This
post follows on from the last one.
Seeking an explanation for the gender imbalance in the Saturday Guardian
Review’s poetry reviews, I’ve done a much bigger exercise, an online gender audit of the big five
poetry publishers: Bloodaxe, Cape, Carcanet, Faber, Picador. Plus a very quick count for Salt and
Seren.
It’s
more complicated to do than you might think.... Instead of putting the results up
front, I’m going to explain the methodology first. In detail!
The
audit is based on information from the publishers’ websites, occasionally supplemented by Amazon searches when
data was missing or unclear.
It
covers books published between January 2010 and end April 2013. (I chose Jan 2010 because it’s far enough back
to give plenty of results, and happens to be the start date for the first Guardian
audit, though of course publication and review dates don’t coincide.) It counts books published, not poets. So if one poet has had 2 books out in that
period, he/she gets counted twice.
Reissues
and reprints are included (alternative: spend endless hours identifying them!)

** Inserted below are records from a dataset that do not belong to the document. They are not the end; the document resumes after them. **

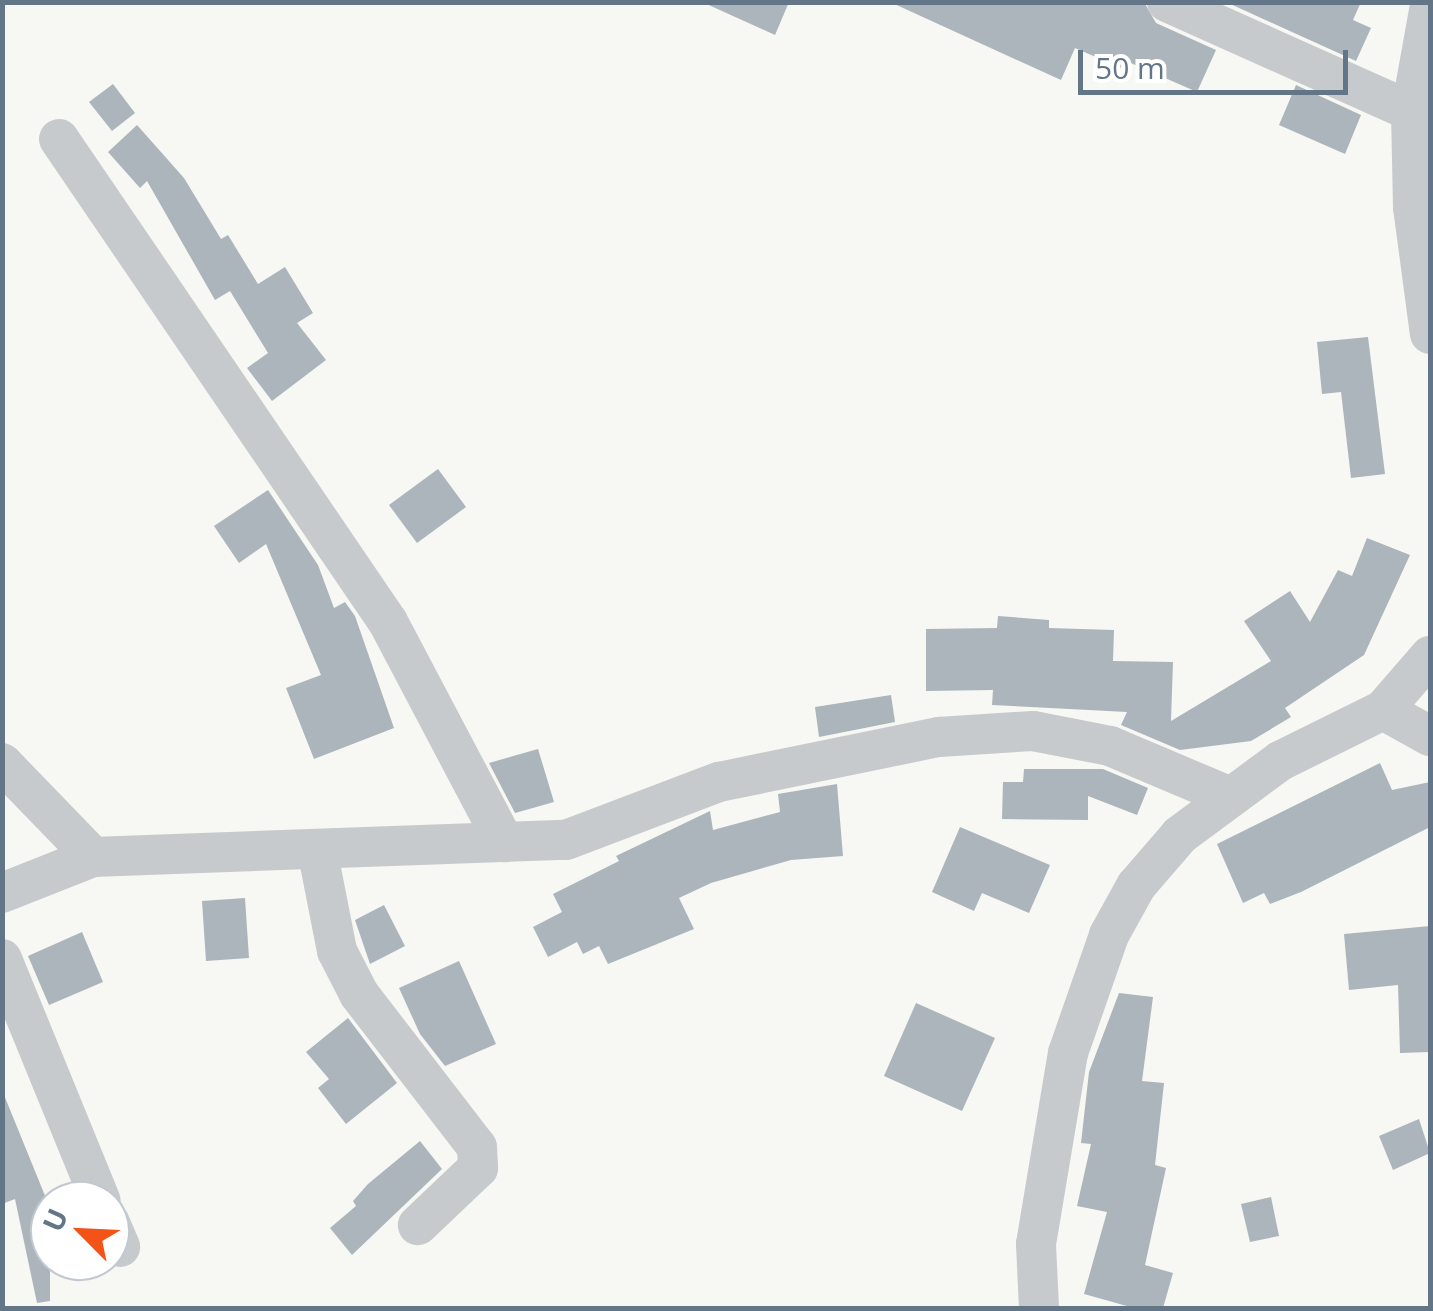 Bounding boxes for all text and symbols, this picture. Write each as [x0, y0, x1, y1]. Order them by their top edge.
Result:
scale bar [1083, 30, 1353, 92]
text: 50 m [1095, 47, 1165, 88]
north arrow [30, 1181, 130, 1281]
text: U [33, 1202, 76, 1237]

but not Kindle-only editions or hard/paperback duplicates etc. No title should be counted twice.
I
excluded poets who died before 2000 (may have missed a few), notably Faber’s
backlist, apparently all-male since Jan 2010 apart from Sylvia Plath. I included contemporary poets who have made
versions of something old (whether Rimbaud or the Anglo-Saxons). Contemporary translations are counted for the
originating poet. Straight translations
of dead-before-2000 poets are omitted (yes, there’s a grey area). Anthologies are not included.
I
would expect the results to be broadly accurate, say within a couple of
percentage points either way. Maybe they’re
better than that, but I have almost certainly missed things out, and counted
things I shouldn’t have (such as the occasional book from Carcanet or Bloodaxe that
isn’t poetry, though I tried to weed these out). Publishers’ websites may not always be accurate;
the first Faber search I tried left out two recently published first collections.
If
any publishers would like to get in touch about their results, I’d be delighted
to hear from them. I’m particularly
unsure about the results for Cape as I couldn’t find a full list of their poetry
books on their website and have had to rely more on Amazon. The Random House website has been down for hours,
so I haven’t been able to check the figures again as I have for the
others.
Publisher
|
Total
books published
|
Male
authors
|
Female
authors
|
Bloodaxe
|
101
|
41%
(41 books)
|
59%
(60 books)
|
Picador
|
22
|
64%
(14 books)
|
36%
(8 books*)
|
Carcanet
|
90
|
69%
(62 books)
|
31%
(28 books)
|
Faber
|
47
|
77%
(36 books)
|
23%
(11 books)
|
Cape
NB: QUESTIONABLE
DATA
|
18
|
89%
(16 books)
|
11%
(2 books)
|
Total
|
278
|
61% (169 books)
|
39% (109 books)
|
Bloodaxe
are so far in front with their remarkably strong female representation that it
seems unlikely any of the others would come close, even with revised figures. I had no idea they’d come out this
strong. Is it deliberate editorial
policy? Are they snapping up a surplus
of good women poets, who aren’t getting picked up by the other majors? Because Bloodaxe publish a lot of books, they
have a large and positive impact on the total figure for the big five. All hail to Eric Bloodaxe!
Picador
are the only other publisher to score over one-third books by women. Picador’s website has a page listing their
current poets – 13 men and 8 women (62% and 38%), well over a third. Not bad at all.
I’d
expected Carcanet to do better – they don’t quite make one-third. I recognised a much higher proportion of the Carcanet
women’s names, which made me wonder whether their list includes some male poets
who have been with them for many years.
I
was shocked that the percentages of women are so low for Faber and Cape – under
one-quarter. Faber’s 11 books by women are by only 8 poets.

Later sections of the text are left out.